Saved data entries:
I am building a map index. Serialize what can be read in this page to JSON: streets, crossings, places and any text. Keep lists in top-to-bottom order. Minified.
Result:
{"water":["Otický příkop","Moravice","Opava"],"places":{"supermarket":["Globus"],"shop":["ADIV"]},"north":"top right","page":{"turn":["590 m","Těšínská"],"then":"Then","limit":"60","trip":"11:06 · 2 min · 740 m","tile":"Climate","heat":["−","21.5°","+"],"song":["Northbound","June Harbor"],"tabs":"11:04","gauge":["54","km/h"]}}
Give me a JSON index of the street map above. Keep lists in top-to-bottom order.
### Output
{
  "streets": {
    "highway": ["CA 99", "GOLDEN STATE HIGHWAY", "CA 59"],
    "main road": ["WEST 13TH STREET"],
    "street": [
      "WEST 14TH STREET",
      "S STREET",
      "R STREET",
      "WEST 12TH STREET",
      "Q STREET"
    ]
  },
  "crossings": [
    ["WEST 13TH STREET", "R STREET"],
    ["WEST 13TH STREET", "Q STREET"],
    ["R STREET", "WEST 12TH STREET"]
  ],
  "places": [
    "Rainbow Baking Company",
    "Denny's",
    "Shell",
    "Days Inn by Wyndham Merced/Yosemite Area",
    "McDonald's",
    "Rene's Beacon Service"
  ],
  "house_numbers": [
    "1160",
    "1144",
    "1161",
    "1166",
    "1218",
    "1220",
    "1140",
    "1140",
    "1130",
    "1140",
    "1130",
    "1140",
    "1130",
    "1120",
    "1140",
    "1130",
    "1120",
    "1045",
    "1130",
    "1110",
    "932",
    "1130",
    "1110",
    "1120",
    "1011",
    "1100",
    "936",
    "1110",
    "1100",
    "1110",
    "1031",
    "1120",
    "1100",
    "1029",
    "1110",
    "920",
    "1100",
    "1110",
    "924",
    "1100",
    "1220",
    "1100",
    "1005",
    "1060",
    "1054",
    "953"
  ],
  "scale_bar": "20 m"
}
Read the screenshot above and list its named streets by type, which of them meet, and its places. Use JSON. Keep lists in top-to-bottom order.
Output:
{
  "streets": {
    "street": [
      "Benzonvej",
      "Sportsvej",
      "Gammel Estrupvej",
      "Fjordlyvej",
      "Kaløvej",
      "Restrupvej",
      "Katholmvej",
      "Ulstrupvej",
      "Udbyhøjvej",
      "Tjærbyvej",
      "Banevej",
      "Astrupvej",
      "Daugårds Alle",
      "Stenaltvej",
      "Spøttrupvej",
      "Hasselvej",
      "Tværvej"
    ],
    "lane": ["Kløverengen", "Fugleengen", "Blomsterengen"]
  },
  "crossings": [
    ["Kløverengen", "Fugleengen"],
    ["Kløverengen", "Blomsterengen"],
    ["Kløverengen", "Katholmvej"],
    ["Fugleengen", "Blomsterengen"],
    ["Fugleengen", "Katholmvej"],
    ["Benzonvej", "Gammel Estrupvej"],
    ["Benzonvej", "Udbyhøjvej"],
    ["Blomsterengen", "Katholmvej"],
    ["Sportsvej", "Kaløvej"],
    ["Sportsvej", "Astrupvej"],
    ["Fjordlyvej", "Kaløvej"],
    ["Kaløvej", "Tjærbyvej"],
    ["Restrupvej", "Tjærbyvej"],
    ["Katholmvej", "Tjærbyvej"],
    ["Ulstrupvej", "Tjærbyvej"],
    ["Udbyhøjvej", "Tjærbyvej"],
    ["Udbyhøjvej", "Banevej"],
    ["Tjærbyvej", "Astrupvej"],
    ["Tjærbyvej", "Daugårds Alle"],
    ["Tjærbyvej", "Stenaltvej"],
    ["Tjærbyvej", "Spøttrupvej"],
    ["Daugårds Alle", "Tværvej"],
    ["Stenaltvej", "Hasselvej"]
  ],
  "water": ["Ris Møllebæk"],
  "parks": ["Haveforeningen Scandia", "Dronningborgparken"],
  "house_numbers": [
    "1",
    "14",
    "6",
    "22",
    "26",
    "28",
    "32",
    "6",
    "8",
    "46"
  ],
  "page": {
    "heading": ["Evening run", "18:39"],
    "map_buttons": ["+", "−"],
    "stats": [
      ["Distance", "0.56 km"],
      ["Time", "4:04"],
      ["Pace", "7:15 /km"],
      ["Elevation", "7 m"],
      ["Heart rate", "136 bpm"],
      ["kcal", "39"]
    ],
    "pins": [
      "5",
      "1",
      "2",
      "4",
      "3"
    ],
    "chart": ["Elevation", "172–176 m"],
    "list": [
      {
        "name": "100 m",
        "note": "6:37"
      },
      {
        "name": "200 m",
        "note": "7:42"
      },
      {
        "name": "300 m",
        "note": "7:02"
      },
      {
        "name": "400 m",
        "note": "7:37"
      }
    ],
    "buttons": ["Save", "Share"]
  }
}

EXERCISE REQUIREMENTS. Retyping every entry exactly is the whole of the task.

RESULT OF THE TASK.
I am building a map index. Serialize what can be read in this page to JSON: streets, crossings, places and any text. Keep lists in top-to-bottom order. Minified.
Result:
{"water":["Otický příkop","Moravice","Opava"],"places":{"supermarket":["Globus"],"shop":["ADIV"]},"north":"top right","page":{"turn":["590 m","Těšínská"],"then":"Then","limit":"60","trip":"11:06 · 2 min · 740 m","tile":"Climate","heat":["−","21.5°","+"],"song":["Northbound","June Harbor"],"tabs":"11:04","gauge":["54","km/h"]}}
Give me a JSON index of the street map above. Keep lists in top-to-bottom order.
### Output
{
  "streets": {
    "highway": ["CA 99", "GOLDEN STATE HIGHWAY", "CA 59"],
    "main road": ["WEST 13TH STREET"],
    "street": [
      "WEST 14TH STREET",
      "S STREET",
      "R STREET",
      "WEST 12TH STREET",
      "Q STREET"
    ]
  },
  "crossings": [
    ["WEST 13TH STREET", "R STREET"],
    ["WEST 13TH STREET", "Q STREET"],
    ["R STREET", "WEST 12TH STREET"]
  ],
  "places": [
    "Rainbow Baking Company",
    "Denny's",
    "Shell",
    "Days Inn by Wyndham Merced/Yosemite Area",
    "McDonald's",
    "Rene's Beacon Service"
  ],
  "house_numbers": [
    "1160",
    "1144",
    "1161",
    "1166",
    "1218",
    "1220",
    "1140",
    "1140",
    "1130",
    "1140",
    "1130",
    "1140",
    "1130",
    "1120",
    "1140",
    "1130",
    "1120",
    "1045",
    "1130",
    "1110",
    "932",
    "1130",
    "1110",
    "1120",
    "1011",
    "1100",
    "936",
    "1110",
    "1100",
    "1110",
    "1031",
    "1120",
    "1100",
    "1029",
    "1110",
    "920",
    "1100",
    "1110",
    "924",
    "1100",
    "1220",
    "1100",
    "1005",
    "1060",
    "1054",
    "953"
  ],
  "scale_bar": "20 m"
}
Read the screenshot above and list its named streets by type, which of them meet, and its places. Use JSON. Keep lists in top-to-bottom order.
Output:
{
  "streets": {
    "street": [
      "Benzonvej",
      "Sportsvej",
      "Gammel Estrupvej",
      "Fjordlyvej",
      "Kaløvej",
      "Restrupvej",
      "Katholmvej",
      "Ulstrupvej",
      "Udbyhøjvej",
      "Tjærbyvej",
      "Banevej",
      "Astrupvej",
      "Daugårds Alle",
      "Stenaltvej",
      "Spøttrupvej",
      "Hasselvej",
      "Tværvej"
    ],
    "lane": ["Kløverengen", "Fugleengen", "Blomsterengen"]
  },
  "crossings": [
    ["Kløverengen", "Fugleengen"],
    ["Kløverengen", "Blomsterengen"],
    ["Kløverengen", "Katholmvej"],
    ["Fugleengen", "Blomsterengen"],
    ["Fugleengen", "Katholmvej"],
    ["Benzonvej", "Gammel Estrupvej"],
    ["Benzonvej", "Udbyhøjvej"],
    ["Blomsterengen", "Katholmvej"],
    ["Sportsvej", "Kaløvej"],
    ["Sportsvej", "Astrupvej"],
    ["Fjordlyvej", "Kaløvej"],
    ["Kaløvej", "Tjærbyvej"],
    ["Restrupvej", "Tjærbyvej"],
    ["Katholmvej", "Tjærbyvej"],
    ["Ulstrupvej", "Tjærbyvej"],
    ["Udbyhøjvej", "Tjærbyvej"],
    ["Udbyhøjvej", "Banevej"],
    ["Tjærbyvej", "Astrupvej"],
    ["Tjærbyvej", "Daugårds Alle"],
    ["Tjærbyvej", "Stenaltvej"],
    ["Tjærbyvej", "Spøttrupvej"],
    ["Daugårds Alle", "Tværvej"],
    ["Stenaltvej", "Hasselvej"]
  ],
  "water": ["Ris Møllebæk"],
  "parks": ["Haveforeningen Scandia", "Dronningborgparken"],
  "house_numbers": [
    "1",
    "14",
    "6",
    "22",
    "26",
    "28",
    "32",
    "6",
    "8",
    "46"
  ],
  "page": {
    "heading": ["Evening run", "18:39"],
    "map_buttons": ["+", "−"],
    "stats": [
      ["Distance", "0.56 km"],
      ["Time", "4:04"],
      ["Pace", "7:15 /km"],
      ["Elevation", "7 m"],
      ["Heart rate", "136 bpm"],
      ["kcal", "39"]
    ],
    "pins": [
      "5",
      "1",
      "2",
      "4",
      "3"
    ],
    "chart": ["Elevation", "172–176 m"],
    "list": [
      {
        "name": "100 m",
        "note": "6:37"
      },
      {
        "name": "200 m",
        "note": "7:42"
      },
      {
        "name": "300 m",
        "note": "7:02"
      },
      {
        "name": "400 m",
        "note": "7:37"
      }
    ],
    "buttons": ["Save", "Share"]
  }
}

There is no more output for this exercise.